How to Make Thai Style Green Curry with Chicken and Noodles

A Note From feedfeed

It doesn’t get much cozier than this easy Green Curry Noodle Soup. No need to buy a lackluster curry paste from the store, make a fresh one at home with the Calphalon ActiveSense™ Blender!

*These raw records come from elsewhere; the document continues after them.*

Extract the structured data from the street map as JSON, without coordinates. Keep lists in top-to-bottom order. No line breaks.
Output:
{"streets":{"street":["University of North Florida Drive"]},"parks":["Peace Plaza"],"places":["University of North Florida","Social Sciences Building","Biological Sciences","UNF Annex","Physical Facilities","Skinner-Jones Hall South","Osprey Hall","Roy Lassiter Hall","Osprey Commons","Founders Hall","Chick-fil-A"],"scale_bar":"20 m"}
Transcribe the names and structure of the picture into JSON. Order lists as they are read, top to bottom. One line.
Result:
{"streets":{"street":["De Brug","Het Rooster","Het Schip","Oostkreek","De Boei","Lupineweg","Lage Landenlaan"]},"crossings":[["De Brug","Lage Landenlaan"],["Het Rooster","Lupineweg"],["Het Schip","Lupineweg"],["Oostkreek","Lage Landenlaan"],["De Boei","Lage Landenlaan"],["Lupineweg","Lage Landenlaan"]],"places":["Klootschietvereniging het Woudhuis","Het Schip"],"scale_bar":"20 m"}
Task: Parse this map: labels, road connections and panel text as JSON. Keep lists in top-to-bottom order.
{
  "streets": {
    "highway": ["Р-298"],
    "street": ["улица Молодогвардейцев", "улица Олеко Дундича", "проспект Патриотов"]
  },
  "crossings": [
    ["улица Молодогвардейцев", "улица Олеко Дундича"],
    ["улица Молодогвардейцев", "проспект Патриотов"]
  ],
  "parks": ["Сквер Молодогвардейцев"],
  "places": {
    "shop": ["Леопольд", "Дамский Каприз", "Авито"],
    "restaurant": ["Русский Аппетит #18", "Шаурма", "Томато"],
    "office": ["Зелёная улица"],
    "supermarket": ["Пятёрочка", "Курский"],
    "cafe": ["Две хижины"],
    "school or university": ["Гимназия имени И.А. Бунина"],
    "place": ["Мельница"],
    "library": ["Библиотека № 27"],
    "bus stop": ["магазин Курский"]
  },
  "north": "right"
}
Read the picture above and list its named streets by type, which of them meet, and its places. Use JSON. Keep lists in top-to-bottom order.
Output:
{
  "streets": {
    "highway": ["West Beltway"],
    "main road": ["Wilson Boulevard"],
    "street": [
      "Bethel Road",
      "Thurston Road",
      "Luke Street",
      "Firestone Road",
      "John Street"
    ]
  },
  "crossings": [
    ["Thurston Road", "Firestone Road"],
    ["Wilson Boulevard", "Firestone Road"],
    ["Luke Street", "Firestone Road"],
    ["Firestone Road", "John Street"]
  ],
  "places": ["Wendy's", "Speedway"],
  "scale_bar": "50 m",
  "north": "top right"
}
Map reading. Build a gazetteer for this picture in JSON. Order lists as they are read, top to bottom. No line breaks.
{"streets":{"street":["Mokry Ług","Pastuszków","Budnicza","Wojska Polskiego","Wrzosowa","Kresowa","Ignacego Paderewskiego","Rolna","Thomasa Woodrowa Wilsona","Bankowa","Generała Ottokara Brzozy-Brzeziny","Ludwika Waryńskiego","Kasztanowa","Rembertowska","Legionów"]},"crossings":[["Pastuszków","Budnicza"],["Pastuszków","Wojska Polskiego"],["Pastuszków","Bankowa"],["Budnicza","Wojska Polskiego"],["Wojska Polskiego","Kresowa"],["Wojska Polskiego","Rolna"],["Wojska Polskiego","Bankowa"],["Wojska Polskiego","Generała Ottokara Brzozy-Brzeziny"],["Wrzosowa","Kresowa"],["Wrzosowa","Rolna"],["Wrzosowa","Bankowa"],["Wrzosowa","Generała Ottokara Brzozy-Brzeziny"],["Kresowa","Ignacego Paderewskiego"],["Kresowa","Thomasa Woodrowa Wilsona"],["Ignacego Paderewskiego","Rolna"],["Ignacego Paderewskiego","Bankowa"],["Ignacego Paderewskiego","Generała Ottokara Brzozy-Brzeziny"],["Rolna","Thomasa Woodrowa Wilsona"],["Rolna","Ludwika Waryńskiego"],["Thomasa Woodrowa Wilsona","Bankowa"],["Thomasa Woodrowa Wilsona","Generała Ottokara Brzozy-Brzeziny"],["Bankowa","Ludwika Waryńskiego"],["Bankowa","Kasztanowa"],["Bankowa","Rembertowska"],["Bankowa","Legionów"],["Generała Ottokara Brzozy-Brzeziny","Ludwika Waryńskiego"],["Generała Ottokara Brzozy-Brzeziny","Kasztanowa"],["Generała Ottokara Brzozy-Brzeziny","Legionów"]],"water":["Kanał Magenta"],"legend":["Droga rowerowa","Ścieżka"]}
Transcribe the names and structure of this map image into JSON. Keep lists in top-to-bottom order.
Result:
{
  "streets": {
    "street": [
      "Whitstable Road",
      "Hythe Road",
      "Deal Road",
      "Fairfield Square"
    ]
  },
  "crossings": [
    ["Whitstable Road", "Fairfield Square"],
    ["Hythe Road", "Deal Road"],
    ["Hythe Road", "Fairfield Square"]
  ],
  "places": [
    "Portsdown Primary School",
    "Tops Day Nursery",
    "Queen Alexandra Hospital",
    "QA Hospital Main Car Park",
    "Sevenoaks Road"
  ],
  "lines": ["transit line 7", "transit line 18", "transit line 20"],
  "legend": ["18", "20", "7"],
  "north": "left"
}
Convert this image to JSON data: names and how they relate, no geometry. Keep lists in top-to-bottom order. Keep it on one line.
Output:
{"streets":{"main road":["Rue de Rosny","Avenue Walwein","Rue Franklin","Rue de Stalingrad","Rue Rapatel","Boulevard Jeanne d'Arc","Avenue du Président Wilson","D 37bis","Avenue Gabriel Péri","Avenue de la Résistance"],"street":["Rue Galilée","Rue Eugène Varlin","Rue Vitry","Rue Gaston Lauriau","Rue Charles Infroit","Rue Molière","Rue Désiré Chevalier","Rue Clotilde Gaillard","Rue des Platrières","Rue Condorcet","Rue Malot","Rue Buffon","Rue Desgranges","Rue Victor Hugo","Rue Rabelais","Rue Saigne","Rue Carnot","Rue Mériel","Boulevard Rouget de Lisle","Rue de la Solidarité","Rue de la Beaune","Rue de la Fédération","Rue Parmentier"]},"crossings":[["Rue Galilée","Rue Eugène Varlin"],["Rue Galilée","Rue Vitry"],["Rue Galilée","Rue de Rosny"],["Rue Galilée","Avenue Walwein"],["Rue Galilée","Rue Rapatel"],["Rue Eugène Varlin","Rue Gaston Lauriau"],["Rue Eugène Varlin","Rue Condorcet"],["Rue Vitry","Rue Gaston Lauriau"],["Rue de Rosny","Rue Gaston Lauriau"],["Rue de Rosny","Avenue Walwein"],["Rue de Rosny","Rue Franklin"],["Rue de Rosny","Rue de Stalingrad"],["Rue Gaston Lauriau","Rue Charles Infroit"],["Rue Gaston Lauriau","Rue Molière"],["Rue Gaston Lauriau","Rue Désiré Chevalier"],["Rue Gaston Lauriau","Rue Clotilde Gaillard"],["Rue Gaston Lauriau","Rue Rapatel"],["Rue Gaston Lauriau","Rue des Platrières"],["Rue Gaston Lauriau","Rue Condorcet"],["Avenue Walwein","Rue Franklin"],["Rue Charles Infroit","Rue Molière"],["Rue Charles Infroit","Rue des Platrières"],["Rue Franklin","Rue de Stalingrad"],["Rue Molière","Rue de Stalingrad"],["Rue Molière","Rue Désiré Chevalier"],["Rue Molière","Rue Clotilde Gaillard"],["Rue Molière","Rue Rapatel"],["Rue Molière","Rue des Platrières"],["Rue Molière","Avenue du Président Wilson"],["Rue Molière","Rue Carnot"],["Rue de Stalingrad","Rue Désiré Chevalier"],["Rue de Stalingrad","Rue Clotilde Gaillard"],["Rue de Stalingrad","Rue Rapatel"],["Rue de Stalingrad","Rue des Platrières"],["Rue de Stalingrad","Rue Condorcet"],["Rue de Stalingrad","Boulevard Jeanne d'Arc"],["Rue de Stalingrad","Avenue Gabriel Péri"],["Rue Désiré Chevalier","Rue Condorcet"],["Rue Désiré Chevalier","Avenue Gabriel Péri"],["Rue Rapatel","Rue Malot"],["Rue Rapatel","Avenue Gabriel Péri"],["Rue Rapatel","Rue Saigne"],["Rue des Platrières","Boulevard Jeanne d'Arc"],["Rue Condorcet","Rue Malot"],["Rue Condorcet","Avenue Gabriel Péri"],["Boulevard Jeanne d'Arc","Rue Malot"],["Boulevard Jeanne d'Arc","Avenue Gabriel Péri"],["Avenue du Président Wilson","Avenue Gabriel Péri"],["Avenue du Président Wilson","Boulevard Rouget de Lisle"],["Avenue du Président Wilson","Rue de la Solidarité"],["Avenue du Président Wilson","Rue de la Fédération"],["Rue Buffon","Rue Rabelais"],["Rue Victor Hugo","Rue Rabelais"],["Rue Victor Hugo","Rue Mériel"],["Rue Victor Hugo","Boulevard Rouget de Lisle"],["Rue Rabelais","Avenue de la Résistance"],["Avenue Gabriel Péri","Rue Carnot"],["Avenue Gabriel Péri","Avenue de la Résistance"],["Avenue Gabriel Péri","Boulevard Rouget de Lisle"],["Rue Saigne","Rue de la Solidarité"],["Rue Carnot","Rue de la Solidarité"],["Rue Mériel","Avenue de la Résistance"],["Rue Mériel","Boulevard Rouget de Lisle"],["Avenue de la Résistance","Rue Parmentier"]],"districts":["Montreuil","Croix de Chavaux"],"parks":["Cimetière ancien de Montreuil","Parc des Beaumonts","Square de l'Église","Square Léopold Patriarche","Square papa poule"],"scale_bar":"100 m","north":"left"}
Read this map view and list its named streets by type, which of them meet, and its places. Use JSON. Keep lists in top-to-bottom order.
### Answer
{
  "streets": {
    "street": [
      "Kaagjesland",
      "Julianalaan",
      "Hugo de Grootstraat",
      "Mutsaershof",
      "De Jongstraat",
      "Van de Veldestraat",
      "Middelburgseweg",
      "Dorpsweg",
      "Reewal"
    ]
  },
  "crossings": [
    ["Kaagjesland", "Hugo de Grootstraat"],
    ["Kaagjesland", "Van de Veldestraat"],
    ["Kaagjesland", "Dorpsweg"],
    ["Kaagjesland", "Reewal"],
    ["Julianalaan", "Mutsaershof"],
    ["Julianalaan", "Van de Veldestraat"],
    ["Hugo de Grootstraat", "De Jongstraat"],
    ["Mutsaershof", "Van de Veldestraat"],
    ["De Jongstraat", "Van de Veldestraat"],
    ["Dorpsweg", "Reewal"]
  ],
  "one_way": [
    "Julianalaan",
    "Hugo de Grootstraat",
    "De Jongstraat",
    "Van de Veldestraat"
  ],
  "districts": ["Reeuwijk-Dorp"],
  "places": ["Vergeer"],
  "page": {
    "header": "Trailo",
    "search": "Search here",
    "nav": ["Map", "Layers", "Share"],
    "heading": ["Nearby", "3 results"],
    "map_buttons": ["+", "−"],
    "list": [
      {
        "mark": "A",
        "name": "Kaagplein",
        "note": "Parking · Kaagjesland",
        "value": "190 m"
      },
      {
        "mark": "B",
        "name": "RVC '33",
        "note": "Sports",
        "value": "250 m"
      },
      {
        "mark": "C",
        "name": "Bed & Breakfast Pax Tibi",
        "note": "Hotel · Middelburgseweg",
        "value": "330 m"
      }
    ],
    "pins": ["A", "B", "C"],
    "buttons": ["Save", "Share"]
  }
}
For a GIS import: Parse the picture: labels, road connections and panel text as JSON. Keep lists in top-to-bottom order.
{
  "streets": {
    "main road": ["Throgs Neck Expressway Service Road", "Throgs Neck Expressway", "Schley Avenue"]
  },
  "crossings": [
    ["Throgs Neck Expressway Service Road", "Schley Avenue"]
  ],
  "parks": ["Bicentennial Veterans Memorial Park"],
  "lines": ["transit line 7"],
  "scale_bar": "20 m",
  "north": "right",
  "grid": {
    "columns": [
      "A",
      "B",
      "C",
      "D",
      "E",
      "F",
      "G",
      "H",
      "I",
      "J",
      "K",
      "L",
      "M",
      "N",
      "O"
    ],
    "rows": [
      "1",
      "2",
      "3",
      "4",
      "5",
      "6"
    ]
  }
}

The New ActiveSense Technology senses the load of the ingredients and accurately adjusts the speed, blade direction, and blending time while taking into account the pre-set options for precise results every time. This blender doesn't need you!

Prep time 30mins
Cook time 30mins
Serves or Makes: 4

Recipe Card

For the Green Curry Paste:


  • 2 packed cups fresh cilantro stems and leaves, rinsed
  • 1 cup packed fresh basil
  • 1 jalapeño, roughly chopped
  • 1 (2 inch) piece ginger, peeled and minced
  • 1 stalk lemongrass, tender inner bulb only, roughly chopped
  • 1 teaspoon brown sugar
  • 1 tablespoon brown sugar
  • 1 teaspoon ground coriander
  • 1 teaspoon cumin

For the Soup:


  • 2 tablespoons coconut oil
  • 2 32-ounce cartons chicken stock
  • Kosher salt, as needed
  • Black peppercorns, freshly ground, to taste
  • 1 pound boneless skinless chicken breast
  • 1 cup canned coconut milk
  • 8 ounces cooked according to package directions flat rice noodles
  • Fresh basil, optional, for garnish
  • Fresh cilantro, optional, for garnish
  • 5 radishes, thinly sliced, for garnish
  • 1/4 red onion, thinly sliced, for garnish
  • 1 red chili, thinly sliced for garnish
  • 1 lime, cut into wedges


  • Step 1

    Add all ingredients for the Green Curry paste to the Calphalon ActiveSense™ Blender and set to ‘Salsa,’ thickness chunky. Process until mixture resembles a coarse paste.

  • Step 2

    Add coconut oil to a large stock pot. Once melted, add all of the green curry paste and cook for 4 minutes. Add chicken stock and bring to a boil. Season to taste with salt and pepper.

  • Step 3

    Once chicken stock reaches a boil, add chicken and reduce heat to a simmer. Cook for 20 minutes, or until the chicken is cooked through. Remove chicken from broth and shred with two forks.

  • Step 4

    Add coconut milk to the chicken broth, and bring to a simmer. Return shredded chicken back to the pot and let cook for 5 minutes.

  • Step 5

    Serve the soup over cooked rice noodles garnished with basil, cilantro, radishes, red onion, red chili and lime.